Instructions to follow> Tally the lines of the data that include the word "weight" and state the total, nothing else.

Stored items:
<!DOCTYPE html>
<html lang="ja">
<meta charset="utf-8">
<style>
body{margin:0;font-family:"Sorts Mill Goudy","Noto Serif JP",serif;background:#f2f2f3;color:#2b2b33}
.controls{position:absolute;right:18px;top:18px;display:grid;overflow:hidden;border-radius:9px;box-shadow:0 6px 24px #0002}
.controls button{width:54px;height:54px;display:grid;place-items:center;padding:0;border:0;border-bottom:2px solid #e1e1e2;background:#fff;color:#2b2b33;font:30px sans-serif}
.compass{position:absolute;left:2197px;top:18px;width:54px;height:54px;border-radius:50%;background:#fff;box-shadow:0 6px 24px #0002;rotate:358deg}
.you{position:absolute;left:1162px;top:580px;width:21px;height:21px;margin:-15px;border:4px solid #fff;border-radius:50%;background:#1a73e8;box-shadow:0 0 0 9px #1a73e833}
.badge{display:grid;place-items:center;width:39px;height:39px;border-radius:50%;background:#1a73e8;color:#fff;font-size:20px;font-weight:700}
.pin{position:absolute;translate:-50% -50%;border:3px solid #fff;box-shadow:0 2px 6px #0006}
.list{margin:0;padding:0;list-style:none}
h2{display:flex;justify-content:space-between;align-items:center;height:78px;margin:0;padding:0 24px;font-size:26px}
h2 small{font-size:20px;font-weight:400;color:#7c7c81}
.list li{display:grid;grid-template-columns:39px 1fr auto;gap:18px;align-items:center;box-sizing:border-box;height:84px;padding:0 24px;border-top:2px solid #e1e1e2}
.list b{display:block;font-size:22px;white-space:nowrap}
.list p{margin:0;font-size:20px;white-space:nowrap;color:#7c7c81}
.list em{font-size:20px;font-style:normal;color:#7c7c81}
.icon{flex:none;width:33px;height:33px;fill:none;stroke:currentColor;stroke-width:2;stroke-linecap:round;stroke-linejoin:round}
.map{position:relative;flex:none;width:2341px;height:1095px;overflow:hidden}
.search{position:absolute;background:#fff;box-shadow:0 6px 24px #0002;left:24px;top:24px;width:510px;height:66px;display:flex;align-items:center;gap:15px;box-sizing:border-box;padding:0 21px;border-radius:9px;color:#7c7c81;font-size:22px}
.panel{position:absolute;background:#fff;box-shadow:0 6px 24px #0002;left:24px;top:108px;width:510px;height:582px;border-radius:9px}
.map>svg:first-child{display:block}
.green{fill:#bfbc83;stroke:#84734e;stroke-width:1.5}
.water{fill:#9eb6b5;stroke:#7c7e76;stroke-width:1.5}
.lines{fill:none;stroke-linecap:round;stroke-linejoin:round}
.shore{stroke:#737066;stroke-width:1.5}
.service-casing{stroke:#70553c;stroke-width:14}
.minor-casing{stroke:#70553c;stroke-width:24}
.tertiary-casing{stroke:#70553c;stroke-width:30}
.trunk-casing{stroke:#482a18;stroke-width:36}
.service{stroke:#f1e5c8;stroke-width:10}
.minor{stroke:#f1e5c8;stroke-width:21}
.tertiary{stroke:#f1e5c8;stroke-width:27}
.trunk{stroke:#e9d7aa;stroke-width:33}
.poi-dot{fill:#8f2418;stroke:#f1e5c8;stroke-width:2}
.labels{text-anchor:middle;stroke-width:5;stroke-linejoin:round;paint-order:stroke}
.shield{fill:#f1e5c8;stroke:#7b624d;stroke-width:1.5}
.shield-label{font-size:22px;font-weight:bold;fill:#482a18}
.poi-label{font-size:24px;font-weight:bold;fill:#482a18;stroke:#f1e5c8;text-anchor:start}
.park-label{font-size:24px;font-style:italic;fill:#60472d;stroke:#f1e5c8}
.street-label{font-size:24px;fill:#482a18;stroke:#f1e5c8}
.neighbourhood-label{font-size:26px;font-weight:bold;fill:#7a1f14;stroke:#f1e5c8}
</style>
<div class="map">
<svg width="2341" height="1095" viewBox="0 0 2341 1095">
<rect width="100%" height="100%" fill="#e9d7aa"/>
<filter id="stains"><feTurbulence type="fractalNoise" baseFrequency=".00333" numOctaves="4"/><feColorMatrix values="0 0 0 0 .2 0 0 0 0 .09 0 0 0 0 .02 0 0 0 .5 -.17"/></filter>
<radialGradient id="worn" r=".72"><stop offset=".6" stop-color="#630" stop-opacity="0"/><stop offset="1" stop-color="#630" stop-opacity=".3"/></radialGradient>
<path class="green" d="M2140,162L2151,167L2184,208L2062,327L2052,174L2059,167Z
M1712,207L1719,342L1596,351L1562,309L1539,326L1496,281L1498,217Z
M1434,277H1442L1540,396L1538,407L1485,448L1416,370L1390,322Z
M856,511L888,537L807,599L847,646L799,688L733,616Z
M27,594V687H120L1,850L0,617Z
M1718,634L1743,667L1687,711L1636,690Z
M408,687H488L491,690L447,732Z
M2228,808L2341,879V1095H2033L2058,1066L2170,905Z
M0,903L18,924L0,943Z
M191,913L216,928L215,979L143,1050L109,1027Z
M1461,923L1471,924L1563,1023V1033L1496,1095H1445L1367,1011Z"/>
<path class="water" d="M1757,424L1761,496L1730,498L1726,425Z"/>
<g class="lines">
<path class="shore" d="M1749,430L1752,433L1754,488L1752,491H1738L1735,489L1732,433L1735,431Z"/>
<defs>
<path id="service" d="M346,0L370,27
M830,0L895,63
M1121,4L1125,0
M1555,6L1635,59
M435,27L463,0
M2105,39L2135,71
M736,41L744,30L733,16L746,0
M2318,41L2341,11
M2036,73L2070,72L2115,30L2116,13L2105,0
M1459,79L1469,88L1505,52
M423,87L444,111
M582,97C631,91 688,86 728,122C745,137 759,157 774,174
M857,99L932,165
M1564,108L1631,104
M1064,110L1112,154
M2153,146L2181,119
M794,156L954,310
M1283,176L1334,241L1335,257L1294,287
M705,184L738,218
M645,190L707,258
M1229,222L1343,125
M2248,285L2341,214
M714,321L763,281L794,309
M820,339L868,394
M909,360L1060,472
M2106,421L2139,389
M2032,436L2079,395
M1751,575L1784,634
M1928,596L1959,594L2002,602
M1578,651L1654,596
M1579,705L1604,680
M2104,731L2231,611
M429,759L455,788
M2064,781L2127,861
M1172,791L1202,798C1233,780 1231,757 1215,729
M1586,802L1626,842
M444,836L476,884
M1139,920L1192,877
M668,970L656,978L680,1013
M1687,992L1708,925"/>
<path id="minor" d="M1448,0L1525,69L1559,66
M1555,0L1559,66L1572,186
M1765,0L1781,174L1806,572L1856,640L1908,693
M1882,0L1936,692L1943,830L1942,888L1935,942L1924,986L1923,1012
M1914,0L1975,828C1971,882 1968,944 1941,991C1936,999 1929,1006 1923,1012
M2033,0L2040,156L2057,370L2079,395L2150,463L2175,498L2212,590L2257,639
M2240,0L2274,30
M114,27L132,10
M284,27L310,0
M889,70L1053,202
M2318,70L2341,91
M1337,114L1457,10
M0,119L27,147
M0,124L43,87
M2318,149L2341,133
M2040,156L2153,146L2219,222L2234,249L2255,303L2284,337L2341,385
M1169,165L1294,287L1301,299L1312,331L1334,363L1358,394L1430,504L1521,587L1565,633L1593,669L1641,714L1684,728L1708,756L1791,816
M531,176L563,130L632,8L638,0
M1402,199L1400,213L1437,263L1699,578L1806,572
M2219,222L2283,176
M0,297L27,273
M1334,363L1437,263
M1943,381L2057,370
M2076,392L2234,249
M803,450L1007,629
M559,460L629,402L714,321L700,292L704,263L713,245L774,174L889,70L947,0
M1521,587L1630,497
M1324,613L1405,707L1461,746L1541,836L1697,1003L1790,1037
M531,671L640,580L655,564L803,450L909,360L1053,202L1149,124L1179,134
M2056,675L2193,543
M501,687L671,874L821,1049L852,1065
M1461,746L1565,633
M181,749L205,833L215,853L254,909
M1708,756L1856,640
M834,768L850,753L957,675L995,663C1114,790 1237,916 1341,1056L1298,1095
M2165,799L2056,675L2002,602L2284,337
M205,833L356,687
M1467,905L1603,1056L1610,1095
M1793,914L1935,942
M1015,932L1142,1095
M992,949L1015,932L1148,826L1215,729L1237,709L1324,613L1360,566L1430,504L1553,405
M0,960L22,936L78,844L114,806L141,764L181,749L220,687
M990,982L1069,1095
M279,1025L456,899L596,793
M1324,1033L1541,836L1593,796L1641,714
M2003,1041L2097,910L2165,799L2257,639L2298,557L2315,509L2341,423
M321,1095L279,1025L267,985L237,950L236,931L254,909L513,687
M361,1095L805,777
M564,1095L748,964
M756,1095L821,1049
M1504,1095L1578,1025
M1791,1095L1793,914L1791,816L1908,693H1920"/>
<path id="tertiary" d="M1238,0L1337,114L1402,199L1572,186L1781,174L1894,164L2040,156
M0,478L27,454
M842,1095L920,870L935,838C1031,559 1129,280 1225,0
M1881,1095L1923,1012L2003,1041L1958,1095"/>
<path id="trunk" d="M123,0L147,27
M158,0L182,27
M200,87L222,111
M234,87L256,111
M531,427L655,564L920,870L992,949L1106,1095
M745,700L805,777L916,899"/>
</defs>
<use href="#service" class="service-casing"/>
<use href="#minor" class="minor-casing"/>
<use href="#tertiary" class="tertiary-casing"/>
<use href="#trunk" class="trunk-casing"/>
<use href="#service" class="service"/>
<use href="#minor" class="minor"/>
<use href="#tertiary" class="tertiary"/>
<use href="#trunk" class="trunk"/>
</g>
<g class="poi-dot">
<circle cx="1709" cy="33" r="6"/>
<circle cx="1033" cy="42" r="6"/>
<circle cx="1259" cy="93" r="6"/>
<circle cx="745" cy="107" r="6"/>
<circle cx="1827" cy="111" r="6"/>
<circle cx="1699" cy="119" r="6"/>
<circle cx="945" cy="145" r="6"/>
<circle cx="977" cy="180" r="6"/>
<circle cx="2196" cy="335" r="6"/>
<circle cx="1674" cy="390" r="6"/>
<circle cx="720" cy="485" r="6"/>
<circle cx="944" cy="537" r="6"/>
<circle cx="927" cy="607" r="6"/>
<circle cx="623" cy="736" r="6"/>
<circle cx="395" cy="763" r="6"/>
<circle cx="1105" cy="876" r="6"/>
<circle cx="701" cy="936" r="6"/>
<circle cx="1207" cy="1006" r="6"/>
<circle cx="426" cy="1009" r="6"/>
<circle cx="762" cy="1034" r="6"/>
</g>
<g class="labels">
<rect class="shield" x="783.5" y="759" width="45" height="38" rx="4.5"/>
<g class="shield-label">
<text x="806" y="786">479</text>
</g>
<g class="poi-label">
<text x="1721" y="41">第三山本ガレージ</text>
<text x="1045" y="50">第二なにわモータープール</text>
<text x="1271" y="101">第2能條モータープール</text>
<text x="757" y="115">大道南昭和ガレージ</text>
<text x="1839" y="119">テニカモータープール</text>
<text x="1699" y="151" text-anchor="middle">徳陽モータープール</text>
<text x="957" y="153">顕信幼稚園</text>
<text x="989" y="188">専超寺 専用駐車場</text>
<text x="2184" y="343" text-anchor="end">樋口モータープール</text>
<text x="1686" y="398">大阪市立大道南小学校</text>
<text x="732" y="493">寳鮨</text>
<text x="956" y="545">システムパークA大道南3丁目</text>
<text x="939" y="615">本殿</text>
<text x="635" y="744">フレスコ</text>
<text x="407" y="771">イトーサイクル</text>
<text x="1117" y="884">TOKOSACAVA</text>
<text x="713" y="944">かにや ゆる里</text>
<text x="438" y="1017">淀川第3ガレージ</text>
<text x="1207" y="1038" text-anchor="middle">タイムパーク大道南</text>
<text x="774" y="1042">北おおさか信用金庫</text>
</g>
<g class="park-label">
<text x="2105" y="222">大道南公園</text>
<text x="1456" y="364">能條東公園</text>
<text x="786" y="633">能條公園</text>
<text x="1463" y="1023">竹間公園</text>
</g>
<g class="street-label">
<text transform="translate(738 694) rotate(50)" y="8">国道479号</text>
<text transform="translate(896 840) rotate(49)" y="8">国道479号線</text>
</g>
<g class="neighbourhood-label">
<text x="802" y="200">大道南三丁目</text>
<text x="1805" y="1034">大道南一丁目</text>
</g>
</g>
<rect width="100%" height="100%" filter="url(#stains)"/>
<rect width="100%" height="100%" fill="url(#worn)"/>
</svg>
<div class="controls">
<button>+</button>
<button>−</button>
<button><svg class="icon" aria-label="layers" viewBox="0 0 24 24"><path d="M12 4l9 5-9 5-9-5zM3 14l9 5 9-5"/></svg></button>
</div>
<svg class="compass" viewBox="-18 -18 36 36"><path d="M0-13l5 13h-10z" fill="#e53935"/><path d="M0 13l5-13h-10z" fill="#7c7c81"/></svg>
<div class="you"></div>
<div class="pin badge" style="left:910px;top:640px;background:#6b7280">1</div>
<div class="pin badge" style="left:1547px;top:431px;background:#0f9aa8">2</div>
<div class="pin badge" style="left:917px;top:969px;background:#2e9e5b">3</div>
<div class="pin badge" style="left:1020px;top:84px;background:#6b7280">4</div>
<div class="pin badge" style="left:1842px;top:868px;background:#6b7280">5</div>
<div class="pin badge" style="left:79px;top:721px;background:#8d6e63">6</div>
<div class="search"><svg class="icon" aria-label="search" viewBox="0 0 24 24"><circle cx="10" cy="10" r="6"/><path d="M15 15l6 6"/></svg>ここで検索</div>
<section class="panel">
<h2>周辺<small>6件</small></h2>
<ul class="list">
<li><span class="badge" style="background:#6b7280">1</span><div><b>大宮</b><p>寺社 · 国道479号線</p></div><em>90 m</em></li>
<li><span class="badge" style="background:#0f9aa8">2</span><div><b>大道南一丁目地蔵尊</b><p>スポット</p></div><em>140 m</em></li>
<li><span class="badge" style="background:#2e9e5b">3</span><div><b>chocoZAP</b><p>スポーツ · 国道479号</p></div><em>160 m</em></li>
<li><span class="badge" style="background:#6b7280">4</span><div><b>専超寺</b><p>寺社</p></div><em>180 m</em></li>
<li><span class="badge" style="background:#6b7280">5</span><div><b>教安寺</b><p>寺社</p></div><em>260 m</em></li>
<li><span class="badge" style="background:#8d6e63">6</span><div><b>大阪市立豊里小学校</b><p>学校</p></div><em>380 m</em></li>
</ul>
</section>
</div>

Task response> 5